Quarantined sex with your partner Feat Nicky P

Many Americans aren’t quarantining with there partner and risks of exposure are much higher.. especially during sex. We would prefer that everyone wait until the pandemic has passed and America is back to normal before engaging in sexual activity. During these times it seems like we are 10x more horny and get the “urge” more often. And that’s ok! There’s ways to be safe about it . If you’re single go “rub one out” If you and your partner are both quarantining together and can’t resist, then at-least WRAP IT UP! If you are going to have sex we ask that you at-least wear protection. 

It’s still a bad idea to sleep with someone new, even if both of you have been social distancing. If you live with your partner and and you want to have sex you should consider their exposure risk first: Are they leaving the house? If so, is it to work in a situation with a higher exposure risk? Or if it’s simply to grocery shop, do they take steps to mitigate exposure, like social distancing and practicing good hand washing?

If you are at higher risk because of pre-existing conditions, I would consider these factors and then discuss them with your doctor so you can decide what makes the most sense for you given your health conditions and your living situation. Everyone should pay extra attention to house hygiene, cleaning surfaces after use, as well as hand hygiene, as these actions may help reduce transmission between members of the household.
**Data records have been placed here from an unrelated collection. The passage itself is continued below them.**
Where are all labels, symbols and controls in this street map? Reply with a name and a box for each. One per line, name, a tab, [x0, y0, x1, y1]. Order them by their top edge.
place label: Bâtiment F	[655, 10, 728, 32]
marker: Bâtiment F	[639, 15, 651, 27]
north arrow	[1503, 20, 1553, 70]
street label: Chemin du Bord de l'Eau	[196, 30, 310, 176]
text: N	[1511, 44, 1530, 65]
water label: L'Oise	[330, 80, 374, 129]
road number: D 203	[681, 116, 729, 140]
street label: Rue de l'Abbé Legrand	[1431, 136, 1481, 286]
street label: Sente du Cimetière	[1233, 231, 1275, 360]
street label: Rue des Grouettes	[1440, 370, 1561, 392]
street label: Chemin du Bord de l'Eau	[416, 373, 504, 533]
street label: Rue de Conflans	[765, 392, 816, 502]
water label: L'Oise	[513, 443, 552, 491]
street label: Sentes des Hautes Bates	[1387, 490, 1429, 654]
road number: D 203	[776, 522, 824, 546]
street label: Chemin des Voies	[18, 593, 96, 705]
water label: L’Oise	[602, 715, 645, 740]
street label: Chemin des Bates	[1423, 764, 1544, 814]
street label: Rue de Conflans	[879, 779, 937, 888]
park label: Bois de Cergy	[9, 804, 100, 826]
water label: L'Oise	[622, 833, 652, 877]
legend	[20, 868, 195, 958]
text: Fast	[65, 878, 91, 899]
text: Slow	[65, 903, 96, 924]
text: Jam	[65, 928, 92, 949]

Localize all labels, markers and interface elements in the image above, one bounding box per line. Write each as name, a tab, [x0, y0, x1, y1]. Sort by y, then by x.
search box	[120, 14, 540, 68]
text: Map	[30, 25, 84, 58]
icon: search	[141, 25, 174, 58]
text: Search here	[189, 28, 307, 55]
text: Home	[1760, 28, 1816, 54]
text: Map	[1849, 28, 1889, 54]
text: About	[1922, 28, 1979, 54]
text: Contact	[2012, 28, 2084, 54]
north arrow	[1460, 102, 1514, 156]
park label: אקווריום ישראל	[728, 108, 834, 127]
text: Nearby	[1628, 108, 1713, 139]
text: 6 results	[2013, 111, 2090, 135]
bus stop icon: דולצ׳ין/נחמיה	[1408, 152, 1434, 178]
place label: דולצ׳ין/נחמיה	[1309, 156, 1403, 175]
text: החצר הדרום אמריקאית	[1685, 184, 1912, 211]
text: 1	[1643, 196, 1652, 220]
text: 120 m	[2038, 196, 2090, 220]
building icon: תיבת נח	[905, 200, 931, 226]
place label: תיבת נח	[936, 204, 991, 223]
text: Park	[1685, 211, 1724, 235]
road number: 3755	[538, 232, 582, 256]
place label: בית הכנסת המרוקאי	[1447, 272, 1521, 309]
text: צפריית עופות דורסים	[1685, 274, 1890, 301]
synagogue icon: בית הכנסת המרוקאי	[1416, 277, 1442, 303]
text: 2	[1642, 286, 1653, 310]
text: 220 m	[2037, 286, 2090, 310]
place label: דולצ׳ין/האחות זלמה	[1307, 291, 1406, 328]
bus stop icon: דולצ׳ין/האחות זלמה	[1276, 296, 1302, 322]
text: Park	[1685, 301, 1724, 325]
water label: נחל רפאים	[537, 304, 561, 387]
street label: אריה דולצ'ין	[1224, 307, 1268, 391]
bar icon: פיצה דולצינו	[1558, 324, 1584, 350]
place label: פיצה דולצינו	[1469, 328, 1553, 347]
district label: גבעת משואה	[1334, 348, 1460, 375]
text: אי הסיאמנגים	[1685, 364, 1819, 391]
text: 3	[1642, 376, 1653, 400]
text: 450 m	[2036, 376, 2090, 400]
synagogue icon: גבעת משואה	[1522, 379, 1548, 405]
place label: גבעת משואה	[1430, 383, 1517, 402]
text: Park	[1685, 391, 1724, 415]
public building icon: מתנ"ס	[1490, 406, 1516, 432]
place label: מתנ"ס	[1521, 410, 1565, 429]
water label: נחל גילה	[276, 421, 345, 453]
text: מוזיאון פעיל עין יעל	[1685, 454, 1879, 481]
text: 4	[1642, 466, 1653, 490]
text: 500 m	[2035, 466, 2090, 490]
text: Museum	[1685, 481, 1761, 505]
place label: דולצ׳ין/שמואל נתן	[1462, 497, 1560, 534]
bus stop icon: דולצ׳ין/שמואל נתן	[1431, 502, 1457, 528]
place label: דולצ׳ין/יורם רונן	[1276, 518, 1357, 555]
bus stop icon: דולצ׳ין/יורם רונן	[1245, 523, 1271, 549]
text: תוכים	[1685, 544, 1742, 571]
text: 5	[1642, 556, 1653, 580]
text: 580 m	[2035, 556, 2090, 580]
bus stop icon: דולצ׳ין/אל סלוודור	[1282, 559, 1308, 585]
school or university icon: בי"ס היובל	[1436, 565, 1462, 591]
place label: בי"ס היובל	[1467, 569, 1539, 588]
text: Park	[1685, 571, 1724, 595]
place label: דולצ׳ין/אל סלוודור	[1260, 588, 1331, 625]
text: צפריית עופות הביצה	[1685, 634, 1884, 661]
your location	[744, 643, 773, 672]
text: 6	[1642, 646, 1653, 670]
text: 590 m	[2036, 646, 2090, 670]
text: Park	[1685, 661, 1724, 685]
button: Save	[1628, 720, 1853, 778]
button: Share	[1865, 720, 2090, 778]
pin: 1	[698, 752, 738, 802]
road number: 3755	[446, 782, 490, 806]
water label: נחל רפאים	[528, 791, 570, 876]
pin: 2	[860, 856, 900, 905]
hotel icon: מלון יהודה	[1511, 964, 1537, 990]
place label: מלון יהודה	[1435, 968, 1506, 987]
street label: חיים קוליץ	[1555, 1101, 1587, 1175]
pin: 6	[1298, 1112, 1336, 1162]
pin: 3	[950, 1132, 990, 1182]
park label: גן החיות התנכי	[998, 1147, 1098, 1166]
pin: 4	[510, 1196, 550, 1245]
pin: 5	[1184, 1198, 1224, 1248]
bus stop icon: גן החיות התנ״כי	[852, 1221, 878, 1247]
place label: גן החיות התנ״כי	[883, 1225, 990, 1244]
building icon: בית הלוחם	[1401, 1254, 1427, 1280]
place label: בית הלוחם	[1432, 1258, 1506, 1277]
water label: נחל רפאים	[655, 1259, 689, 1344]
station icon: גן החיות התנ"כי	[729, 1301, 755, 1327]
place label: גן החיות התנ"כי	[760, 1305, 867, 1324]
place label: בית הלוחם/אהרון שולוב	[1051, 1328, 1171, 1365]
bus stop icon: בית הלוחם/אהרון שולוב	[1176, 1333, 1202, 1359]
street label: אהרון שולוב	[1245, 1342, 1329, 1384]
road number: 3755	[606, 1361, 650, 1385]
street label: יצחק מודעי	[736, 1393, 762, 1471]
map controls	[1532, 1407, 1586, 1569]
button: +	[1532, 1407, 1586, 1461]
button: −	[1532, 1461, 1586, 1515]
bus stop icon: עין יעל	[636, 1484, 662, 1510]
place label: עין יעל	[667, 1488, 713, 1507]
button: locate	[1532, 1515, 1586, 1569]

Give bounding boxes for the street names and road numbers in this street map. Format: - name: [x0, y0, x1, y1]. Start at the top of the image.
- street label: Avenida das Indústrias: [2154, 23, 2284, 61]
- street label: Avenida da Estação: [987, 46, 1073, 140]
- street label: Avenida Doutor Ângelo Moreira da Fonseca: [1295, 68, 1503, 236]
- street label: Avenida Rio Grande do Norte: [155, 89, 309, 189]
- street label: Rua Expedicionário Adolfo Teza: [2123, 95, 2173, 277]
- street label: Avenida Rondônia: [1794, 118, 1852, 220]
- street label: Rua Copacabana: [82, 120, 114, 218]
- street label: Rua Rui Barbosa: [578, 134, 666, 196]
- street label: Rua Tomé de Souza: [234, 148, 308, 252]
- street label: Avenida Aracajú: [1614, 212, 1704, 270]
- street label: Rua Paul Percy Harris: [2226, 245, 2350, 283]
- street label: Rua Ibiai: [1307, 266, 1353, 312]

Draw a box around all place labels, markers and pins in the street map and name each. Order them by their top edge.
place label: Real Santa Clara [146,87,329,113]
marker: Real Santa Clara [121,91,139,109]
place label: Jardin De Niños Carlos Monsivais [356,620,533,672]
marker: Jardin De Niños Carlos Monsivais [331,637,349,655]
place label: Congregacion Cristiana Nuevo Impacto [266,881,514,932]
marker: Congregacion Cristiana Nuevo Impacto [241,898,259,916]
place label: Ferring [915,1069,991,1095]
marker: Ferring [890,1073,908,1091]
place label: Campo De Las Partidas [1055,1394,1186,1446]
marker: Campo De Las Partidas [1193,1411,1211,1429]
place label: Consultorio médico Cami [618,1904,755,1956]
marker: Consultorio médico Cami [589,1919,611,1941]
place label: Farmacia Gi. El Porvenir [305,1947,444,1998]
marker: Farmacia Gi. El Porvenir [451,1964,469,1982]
We are definitely not Promoting or suggesting sexual activity during this time but there are a lot of Americans out there that still have sex and we just ask that you at-least wear protection and consider safer positions such as “Doggystyle” and “reverse cowboy”

According to a article by Dr Felice Gersh, “It’s different to have sex with a live-in partner or someone you’re self-quarantining with than it is to have sex with someone who you don’t know very well and who has to travel to get to you.” 

For couples who already share a bed, the possibility is incredibly high that if one person gets coronavirus, the other person will, too,” Gersh says.

“These couples need to determine whether the additional transfer risk that comes with having sex is worth it for them,” she adds.

And for some couples, the risk may be worth it.

But for couples where one or both people are immunocompromised and the dangers associated with getting the virus are high — it probably isn’t.